BBC Under Investigation

Famous broadcasting network, BBC, recently got introduced to the necessity of investigation insurance, having recently been put under investigation by the UK’s National Audit Office, following concerns raised by both the Parliament and the network’s employees. The investigation looks at the people hired by the BBC on a freelance basis, with a particular focus on individuals hired via PSCs, or Personal Service Companies.

Through their investigation, the NAO discovered that the BBC has already make steps in order to help the individuals affected by the matter, but they state that there are issues that remain, which will lead to effects that’ll linger and may lead to financial implications for the network later down the road.

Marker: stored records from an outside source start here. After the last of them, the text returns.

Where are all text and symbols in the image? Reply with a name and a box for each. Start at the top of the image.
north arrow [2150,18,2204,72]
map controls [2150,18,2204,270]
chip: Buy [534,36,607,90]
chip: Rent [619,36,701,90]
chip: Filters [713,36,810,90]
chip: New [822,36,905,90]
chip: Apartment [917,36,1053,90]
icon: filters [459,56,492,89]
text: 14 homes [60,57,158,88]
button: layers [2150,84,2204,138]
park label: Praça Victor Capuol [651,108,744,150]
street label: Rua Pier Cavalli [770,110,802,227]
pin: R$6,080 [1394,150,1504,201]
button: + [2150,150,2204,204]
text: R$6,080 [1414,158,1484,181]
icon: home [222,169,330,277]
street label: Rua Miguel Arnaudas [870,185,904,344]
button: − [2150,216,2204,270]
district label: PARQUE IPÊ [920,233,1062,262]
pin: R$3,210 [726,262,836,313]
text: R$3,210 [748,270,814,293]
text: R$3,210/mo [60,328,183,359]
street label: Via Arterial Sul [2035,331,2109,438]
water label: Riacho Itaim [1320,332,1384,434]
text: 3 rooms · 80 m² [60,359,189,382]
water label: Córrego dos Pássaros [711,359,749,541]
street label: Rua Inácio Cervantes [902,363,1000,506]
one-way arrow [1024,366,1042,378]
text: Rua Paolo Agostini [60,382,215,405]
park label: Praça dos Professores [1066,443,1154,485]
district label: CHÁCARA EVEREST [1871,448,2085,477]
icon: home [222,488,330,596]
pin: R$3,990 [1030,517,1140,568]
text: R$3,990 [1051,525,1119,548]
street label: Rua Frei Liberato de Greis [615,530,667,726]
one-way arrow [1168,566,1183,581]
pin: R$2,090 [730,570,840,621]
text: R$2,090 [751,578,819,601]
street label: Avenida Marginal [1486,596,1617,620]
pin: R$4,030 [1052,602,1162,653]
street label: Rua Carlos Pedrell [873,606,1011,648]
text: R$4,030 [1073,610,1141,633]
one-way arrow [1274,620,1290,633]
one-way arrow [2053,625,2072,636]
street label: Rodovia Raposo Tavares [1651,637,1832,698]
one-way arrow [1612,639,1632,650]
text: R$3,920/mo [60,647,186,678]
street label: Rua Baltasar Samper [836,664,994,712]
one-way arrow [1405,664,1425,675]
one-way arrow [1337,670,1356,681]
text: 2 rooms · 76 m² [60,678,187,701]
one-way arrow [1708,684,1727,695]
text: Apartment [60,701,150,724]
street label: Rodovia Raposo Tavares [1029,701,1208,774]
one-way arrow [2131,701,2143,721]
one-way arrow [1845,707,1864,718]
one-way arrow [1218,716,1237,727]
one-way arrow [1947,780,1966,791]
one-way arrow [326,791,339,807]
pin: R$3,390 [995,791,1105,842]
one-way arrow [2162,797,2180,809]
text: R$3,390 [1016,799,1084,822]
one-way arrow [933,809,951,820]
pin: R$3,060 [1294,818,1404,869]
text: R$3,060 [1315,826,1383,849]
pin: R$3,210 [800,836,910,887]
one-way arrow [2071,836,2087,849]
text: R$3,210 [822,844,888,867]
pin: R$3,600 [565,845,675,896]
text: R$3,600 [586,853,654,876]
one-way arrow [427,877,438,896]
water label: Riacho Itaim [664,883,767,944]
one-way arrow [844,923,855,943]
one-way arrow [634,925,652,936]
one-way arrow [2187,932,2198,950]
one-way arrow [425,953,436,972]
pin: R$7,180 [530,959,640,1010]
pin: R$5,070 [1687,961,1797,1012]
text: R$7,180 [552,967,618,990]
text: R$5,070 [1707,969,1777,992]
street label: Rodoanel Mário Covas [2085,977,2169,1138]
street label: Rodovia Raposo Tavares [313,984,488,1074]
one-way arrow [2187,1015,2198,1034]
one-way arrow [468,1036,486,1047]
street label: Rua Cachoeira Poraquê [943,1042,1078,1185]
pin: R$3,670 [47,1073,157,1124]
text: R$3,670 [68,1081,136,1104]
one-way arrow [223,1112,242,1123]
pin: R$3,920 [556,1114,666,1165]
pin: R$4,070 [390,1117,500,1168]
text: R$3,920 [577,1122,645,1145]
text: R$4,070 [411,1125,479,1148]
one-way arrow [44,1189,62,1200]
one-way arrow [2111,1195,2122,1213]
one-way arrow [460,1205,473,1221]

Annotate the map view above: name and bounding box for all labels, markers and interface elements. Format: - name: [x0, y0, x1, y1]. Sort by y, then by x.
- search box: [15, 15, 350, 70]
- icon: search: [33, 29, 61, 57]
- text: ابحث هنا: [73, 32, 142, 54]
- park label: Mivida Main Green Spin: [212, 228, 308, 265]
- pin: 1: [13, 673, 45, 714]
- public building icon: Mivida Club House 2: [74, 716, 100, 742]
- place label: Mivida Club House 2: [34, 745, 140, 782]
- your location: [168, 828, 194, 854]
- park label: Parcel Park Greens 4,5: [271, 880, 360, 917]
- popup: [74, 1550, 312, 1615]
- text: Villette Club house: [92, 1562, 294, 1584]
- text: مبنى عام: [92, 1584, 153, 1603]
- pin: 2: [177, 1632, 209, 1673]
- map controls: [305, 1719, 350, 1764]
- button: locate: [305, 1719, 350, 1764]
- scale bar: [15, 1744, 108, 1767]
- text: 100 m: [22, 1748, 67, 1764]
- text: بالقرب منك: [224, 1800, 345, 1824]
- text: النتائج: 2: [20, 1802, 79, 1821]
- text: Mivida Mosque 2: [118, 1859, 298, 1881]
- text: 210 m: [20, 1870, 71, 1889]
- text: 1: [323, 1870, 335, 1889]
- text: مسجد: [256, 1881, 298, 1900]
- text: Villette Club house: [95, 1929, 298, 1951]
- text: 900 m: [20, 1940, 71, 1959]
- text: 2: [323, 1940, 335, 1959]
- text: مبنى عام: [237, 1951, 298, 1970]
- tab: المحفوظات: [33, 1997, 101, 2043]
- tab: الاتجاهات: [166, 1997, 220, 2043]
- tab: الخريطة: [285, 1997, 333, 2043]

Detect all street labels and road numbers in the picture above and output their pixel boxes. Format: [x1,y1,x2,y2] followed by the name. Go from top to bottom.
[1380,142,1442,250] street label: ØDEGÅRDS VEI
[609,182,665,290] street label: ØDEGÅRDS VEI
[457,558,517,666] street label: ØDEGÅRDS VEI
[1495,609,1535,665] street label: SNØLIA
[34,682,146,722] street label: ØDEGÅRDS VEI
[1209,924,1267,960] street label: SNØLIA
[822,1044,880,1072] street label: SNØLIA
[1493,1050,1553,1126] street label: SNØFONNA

BBC hires thousands of freelancers annually, which cover a variety of roles, both on and off the air, ranging from actors, entertainers, and off-air workers like camera operators, among others. Between 2004 to 2013, the network set policies for what contracting methods should be used when hiring freelance workers for their on-air vacancies.

These policies were based on whether the roles were employed or self-employed, with regards to taxation, and on the BBC’s understanding of HM Revenue & Customs’ (HMRC) guidance, for on-air presenters, for the industry’s practices.

The UK government introduced the Finance Act 2000, more commonly known by ‘IR35’, as a way to address concerns that companies were using PSCs in order to avoid paying the proper amount of taxes. The bill is aimed at ensuring that people who work directly and through a PSC pay the comparable income tax and national insurance.

Central to the IR35 is the assessment of a person’s employment status, with regards to taxation. However, there is no precise statutory tests, which makes assessing employment status complicated, and necessitating both investigation insurance and a case-by-case approach on such matters.

The Committee of Public Accounts addressed BBC’s use of 2012 back in 2012 as part of investigations into off-payroll employment across the UK’s public sector.

Five years later, on April 2017, UK government transferred the responsibility of determining employment status for taxation for PSC-employed individuals to the public bodies that hire them. Prior to that, PSCs handled such a task themselves, and, as such, carried the risk of erroneously assessing employment status and ending up paying the wrong amount of taxes.